Jérôme Kerviel, un « couillon » manipulé par la Société générale, pour les témoins cités en défense
Jérôme Kerviel, un « couillon » manipulé par la Société générale, pour les témoins cités en défense
Par Pascale Robert-Diard
La cour d’appel de Versailles doit déterminer si l’ex-trader, condamné pour abus de confiance, doit payer les 4,9 milliards d’euros exigés par la banque.
Jérôme Kerviel et ses avocats, le 15 juin à la cour d’appel de Versailles. | DOMINIQUE FAGET / AFP
Jacques Werren est un témoin heureux. Ancien directeur financier de banque et ex-directeur général adjoint du Marché à terme international de France (Matif), cité jeudi 16 juin par la défense de Jérôme Kerviel, il a plein de choses à dire à la cour d’appel de Versailles. Jacques Werren est en effet « indigné », « abasourdi » même que la Société générale puisse prétendre avoir tout ignoré des activités frauduleuses de son trader avant janvier 2008. « C’est impensable, incompréhensible, un déni de bon sens, on se moque de la cour, je vous demande de me croire. »
La cour en tout cas, l’écoute avec attention expliquer qu’il est totalement impossible de croire que Jérome Kerviel aurait « masqué » les positions à risque qu’il prenait, notamment celles d’un montant de 50 milliards d’euros sur les contrats boursiers européens. « Balivernes ! » s’enflamme t-il.
Le président Patrick Wyon, dont on n’apercevait que la tête derrière son pupitre, se redresse un peu et intervient d’une voix neutre :
« C’est pourtant Jérôme Kerviel qui, dans le dossier d’instruction, a expliqué comment il avait masqué ses positions. Ce que vous dîtes est donc contredit par Jérôme Kerviel lui-même. »
Patrick Wyon lit au témoin quelques extraits des procès-verbaux de l’ancien trader. Le témoin ne cille pas. Il a sa petite idée sur la question. Il l’a d’ailleurs écrit dans Le Monde, raconte-t-il. Il l’avait également déjà livrée à la cour d’appel de Paris lors de l’examen du volet pénal du dossier.
- Je fais des hypothèses.
- Lesquelles ?
- C’est justement ce que j’ai écrit dans « Le Monde »…

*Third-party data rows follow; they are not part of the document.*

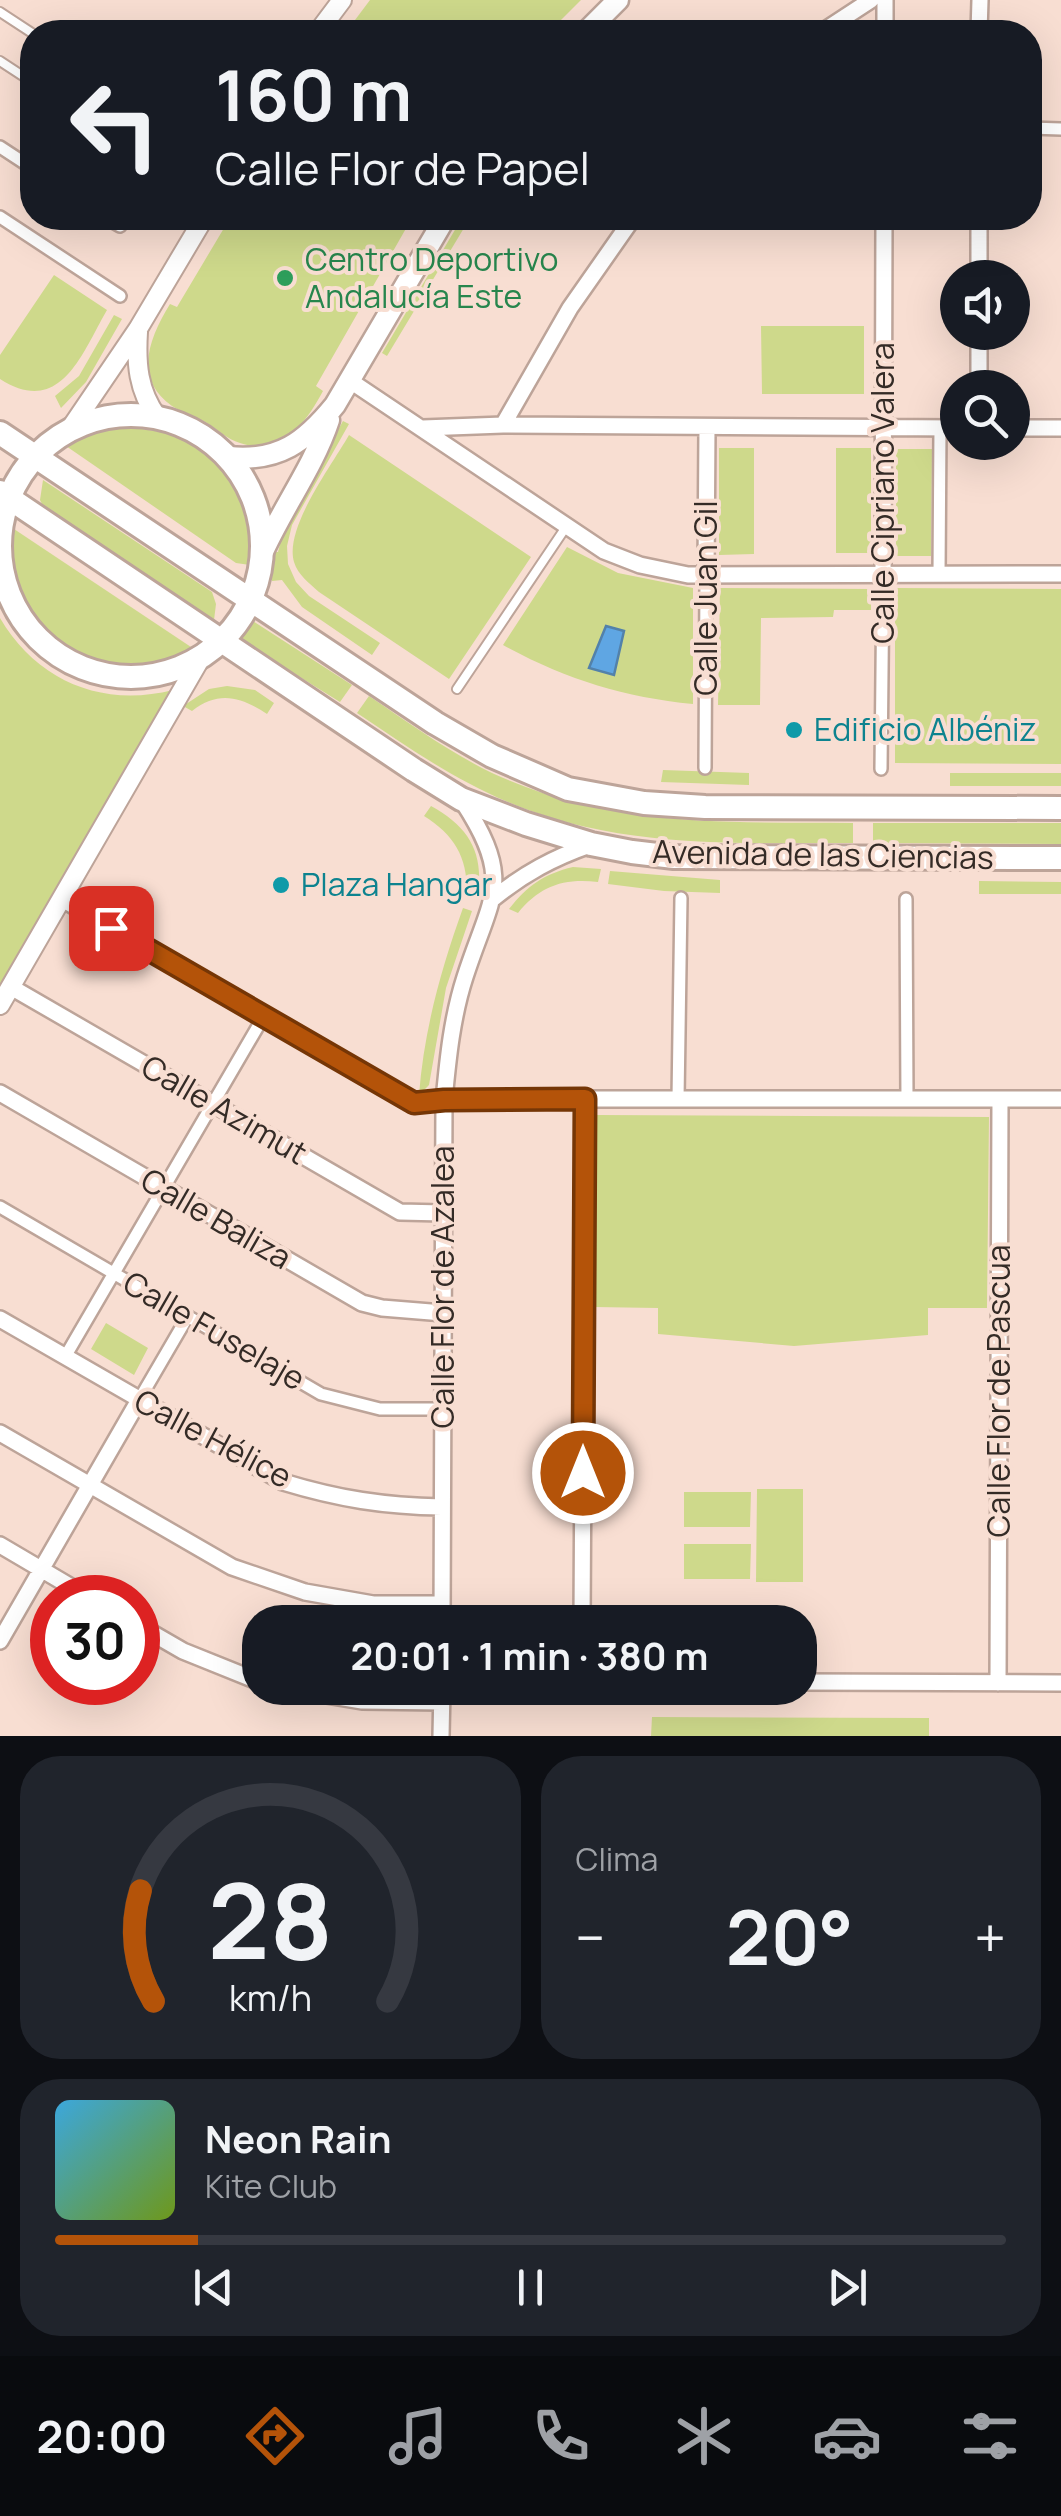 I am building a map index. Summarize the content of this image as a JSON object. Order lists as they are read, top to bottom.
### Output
{
  "streets": {
    "main road": ["Avenida de las Ciencias"],
    "street": [
      "Calle Cipriano Valera",
      "Calle Juan Gil",
      "Calle Azimut",
      "Calle Baliza",
      "Calle Flor de Azalea",
      "Calle Fuselaje",
      "Calle Flor de Pascua",
      "Calle Hélice"
    ]
  },
  "crossings": [
    ["Calle Azimut", "Calle Flor de Azalea"],
    ["Calle Baliza", "Calle Flor de Azalea"],
    ["Calle Flor de Azalea", "Calle Fuselaje"],
    ["Calle Flor de Azalea", "Calle Hélice"]
  ],
  "places": ["Centro Deportivo Andalucía Este", "Edificio Albéniz", "Plaza Hangar"],
  "page": {
    "turn": ["160 m", "Calle Flor de Papel"],
    "limit": "30",
    "trip": "20:01 · 1 min · 380 m",
    "tile": "Clima",
    "heat": ["−", "20°", "+"],
    "song": ["Neon Rain", "Kite Club"],
    "tabs": "20:00",
    "gauge": ["28", "km/h"]
  }
}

- D’accord, mais nous n’allons pas plonger dans les archives du Monde pour retrouver votre tribune. Pouvez-vous nous l’expliquer ici ?

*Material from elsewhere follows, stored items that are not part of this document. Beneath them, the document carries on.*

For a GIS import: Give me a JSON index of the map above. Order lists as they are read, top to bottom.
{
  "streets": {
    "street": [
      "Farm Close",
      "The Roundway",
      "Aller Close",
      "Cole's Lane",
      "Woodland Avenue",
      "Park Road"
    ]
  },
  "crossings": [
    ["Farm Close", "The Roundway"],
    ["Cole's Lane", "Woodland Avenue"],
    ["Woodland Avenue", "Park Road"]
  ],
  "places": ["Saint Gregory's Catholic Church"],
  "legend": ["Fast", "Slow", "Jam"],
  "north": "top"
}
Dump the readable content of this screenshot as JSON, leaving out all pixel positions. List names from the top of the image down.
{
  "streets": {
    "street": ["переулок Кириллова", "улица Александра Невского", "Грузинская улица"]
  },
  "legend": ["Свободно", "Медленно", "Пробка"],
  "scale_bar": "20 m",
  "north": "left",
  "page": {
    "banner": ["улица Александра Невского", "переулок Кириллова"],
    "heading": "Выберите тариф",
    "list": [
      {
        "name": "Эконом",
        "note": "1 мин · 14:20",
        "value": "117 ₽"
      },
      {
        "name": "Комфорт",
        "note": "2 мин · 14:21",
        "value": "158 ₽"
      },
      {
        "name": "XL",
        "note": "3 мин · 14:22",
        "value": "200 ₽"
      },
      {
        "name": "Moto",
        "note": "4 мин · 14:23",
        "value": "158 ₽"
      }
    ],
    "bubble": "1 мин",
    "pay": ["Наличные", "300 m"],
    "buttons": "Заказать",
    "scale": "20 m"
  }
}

- Eh bien, l’hypothèse que je formule et qui est tout à fait raisonnable, c’est que la banque couvrait Jérôme Kerviel et que les pertes Kerviel sont des pertes de subprimes déguisées. La banque aurait pu initier des positions à partir d’un autre poste, d’un autre desk.
Le retour du « desk fantôme »
Revoilà le « desk fantôme », qui avait fait les belles heures du procès en appel. Le président veut bien partir à sa recherche.
- Si je vous suis, la Société générale aurait donc choisi Jérome Kerviel à son insu pour prendre des positions à risque ? Imaginons donc deux desks qui travaillent à l’insu l’un de l’autre. À quel niveau de la banque décide-t-on d’une telle opération ?
- Dans la hiérarchie élevée, répond le témoin, sûr de son fait.
- Au risque donc de menacer la vie de la banque ?, s’étonne le président en rappelant que les 50 milliards de positions directionnelles prises par le trader représentaient une fois et demie les fonds propres de la SocGen. Dans ce cas, poursuit-il, cela signifie que la banque qui a réorganisé son capital en catastrophe en janvier, qui s’est ensuite présentée dans ses petits souliers devant la Banque de France et le gouvernement, se mettrait à délirer complètement et se serait affolée elle-même… Vous parliez de bon sens. Est-ce cohérent de se tirer une balle dans le pied ?
- C’est mon scénario, et comme je l’ai écrit, il est très probable, maintient sans ciller le témoin.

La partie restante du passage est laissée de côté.